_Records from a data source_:
◇ ◇ ◇ ◇

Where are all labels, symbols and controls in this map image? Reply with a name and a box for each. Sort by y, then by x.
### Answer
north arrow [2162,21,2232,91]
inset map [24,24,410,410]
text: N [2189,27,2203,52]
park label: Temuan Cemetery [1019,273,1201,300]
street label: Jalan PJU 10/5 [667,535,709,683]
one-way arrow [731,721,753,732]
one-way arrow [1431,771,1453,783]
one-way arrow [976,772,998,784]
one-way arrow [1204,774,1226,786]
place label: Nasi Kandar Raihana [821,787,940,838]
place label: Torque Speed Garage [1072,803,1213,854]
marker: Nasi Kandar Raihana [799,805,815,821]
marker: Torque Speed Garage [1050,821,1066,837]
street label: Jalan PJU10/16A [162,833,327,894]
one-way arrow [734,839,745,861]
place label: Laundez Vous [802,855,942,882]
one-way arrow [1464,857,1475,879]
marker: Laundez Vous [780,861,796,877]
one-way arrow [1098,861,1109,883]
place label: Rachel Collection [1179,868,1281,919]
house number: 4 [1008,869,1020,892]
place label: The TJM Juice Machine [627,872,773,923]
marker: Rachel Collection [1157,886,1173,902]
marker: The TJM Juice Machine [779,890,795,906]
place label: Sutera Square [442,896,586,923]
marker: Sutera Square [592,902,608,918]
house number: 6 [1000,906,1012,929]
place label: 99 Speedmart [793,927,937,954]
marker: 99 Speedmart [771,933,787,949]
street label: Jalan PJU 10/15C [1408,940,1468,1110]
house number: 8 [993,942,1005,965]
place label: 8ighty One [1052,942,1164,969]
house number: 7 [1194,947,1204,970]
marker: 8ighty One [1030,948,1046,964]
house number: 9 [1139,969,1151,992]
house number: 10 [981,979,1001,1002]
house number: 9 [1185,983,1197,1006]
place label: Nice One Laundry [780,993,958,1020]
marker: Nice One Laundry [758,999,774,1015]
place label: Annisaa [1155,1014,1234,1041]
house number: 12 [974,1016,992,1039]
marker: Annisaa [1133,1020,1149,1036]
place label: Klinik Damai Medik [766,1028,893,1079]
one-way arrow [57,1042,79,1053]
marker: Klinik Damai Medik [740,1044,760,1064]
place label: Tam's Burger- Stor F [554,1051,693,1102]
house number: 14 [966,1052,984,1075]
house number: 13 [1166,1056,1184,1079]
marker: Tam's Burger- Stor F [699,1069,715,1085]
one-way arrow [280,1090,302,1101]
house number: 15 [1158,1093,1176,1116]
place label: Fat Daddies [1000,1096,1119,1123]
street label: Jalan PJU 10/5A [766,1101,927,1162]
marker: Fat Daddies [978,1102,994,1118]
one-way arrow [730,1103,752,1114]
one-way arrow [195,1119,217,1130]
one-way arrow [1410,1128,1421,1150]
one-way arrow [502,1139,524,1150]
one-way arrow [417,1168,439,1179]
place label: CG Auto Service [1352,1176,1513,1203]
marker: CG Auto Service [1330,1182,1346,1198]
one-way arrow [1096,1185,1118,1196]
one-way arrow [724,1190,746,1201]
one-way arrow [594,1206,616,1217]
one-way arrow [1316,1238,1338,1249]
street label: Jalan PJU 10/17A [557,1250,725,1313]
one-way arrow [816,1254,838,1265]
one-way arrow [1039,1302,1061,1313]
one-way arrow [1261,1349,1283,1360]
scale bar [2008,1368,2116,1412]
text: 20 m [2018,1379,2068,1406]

◇ ◇ ◇ ◇

_TASK_: The records above need to be returned in full, with nothing altered.

_OUTPUT BELOW_:
Where are all labels, symbols and controls in this map image? Reply with a name and a box for each. Sort by y, then by x.
### Answer
north arrow [2162,21,2232,91]
inset map [24,24,410,410]
text: N [2189,27,2203,52]
park label: Temuan Cemetery [1019,273,1201,300]
street label: Jalan PJU 10/5 [667,535,709,683]
one-way arrow [731,721,753,732]
one-way arrow [1431,771,1453,783]
one-way arrow [976,772,998,784]
one-way arrow [1204,774,1226,786]
place label: Nasi Kandar Raihana [821,787,940,838]
place label: Torque Speed Garage [1072,803,1213,854]
marker: Nasi Kandar Raihana [799,805,815,821]
marker: Torque Speed Garage [1050,821,1066,837]
street label: Jalan PJU10/16A [162,833,327,894]
one-way arrow [734,839,745,861]
place label: Laundez Vous [802,855,942,882]
one-way arrow [1464,857,1475,879]
marker: Laundez Vous [780,861,796,877]
one-way arrow [1098,861,1109,883]
place label: Rachel Collection [1179,868,1281,919]
house number: 4 [1008,869,1020,892]
place label: The TJM Juice Machine [627,872,773,923]
marker: Rachel Collection [1157,886,1173,902]
marker: The TJM Juice Machine [779,890,795,906]
place label: Sutera Square [442,896,586,923]
marker: Sutera Square [592,902,608,918]
house number: 6 [1000,906,1012,929]
place label: 99 Speedmart [793,927,937,954]
marker: 99 Speedmart [771,933,787,949]
street label: Jalan PJU 10/15C [1408,940,1468,1110]
house number: 8 [993,942,1005,965]
place label: 8ighty One [1052,942,1164,969]
house number: 7 [1194,947,1204,970]
marker: 8ighty One [1030,948,1046,964]
house number: 9 [1139,969,1151,992]
house number: 10 [981,979,1001,1002]
house number: 9 [1185,983,1197,1006]
place label: Nice One Laundry [780,993,958,1020]
marker: Nice One Laundry [758,999,774,1015]
place label: Annisaa [1155,1014,1234,1041]
house number: 12 [974,1016,992,1039]
marker: Annisaa [1133,1020,1149,1036]
place label: Klinik Damai Medik [766,1028,893,1079]
one-way arrow [57,1042,79,1053]
marker: Klinik Damai Medik [740,1044,760,1064]
place label: Tam's Burger- Stor F [554,1051,693,1102]
house number: 14 [966,1052,984,1075]
house number: 13 [1166,1056,1184,1079]
marker: Tam's Burger- Stor F [699,1069,715,1085]
one-way arrow [280,1090,302,1101]
house number: 15 [1158,1093,1176,1116]
place label: Fat Daddies [1000,1096,1119,1123]
street label: Jalan PJU 10/5A [766,1101,927,1162]
marker: Fat Daddies [978,1102,994,1118]
one-way arrow [730,1103,752,1114]
one-way arrow [195,1119,217,1130]
one-way arrow [1410,1128,1421,1150]
one-way arrow [502,1139,524,1150]
one-way arrow [417,1168,439,1179]
place label: CG Auto Service [1352,1176,1513,1203]
marker: CG Auto Service [1330,1182,1346,1198]
one-way arrow [1096,1185,1118,1196]
one-way arrow [724,1190,746,1201]
one-way arrow [594,1206,616,1217]
one-way arrow [1316,1238,1338,1249]
street label: Jalan PJU 10/17A [557,1250,725,1313]
one-way arrow [816,1254,838,1265]
one-way arrow [1039,1302,1061,1313]
one-way arrow [1261,1349,1283,1360]
scale bar [2008,1368,2116,1412]
text: 20 m [2018,1379,2068,1406]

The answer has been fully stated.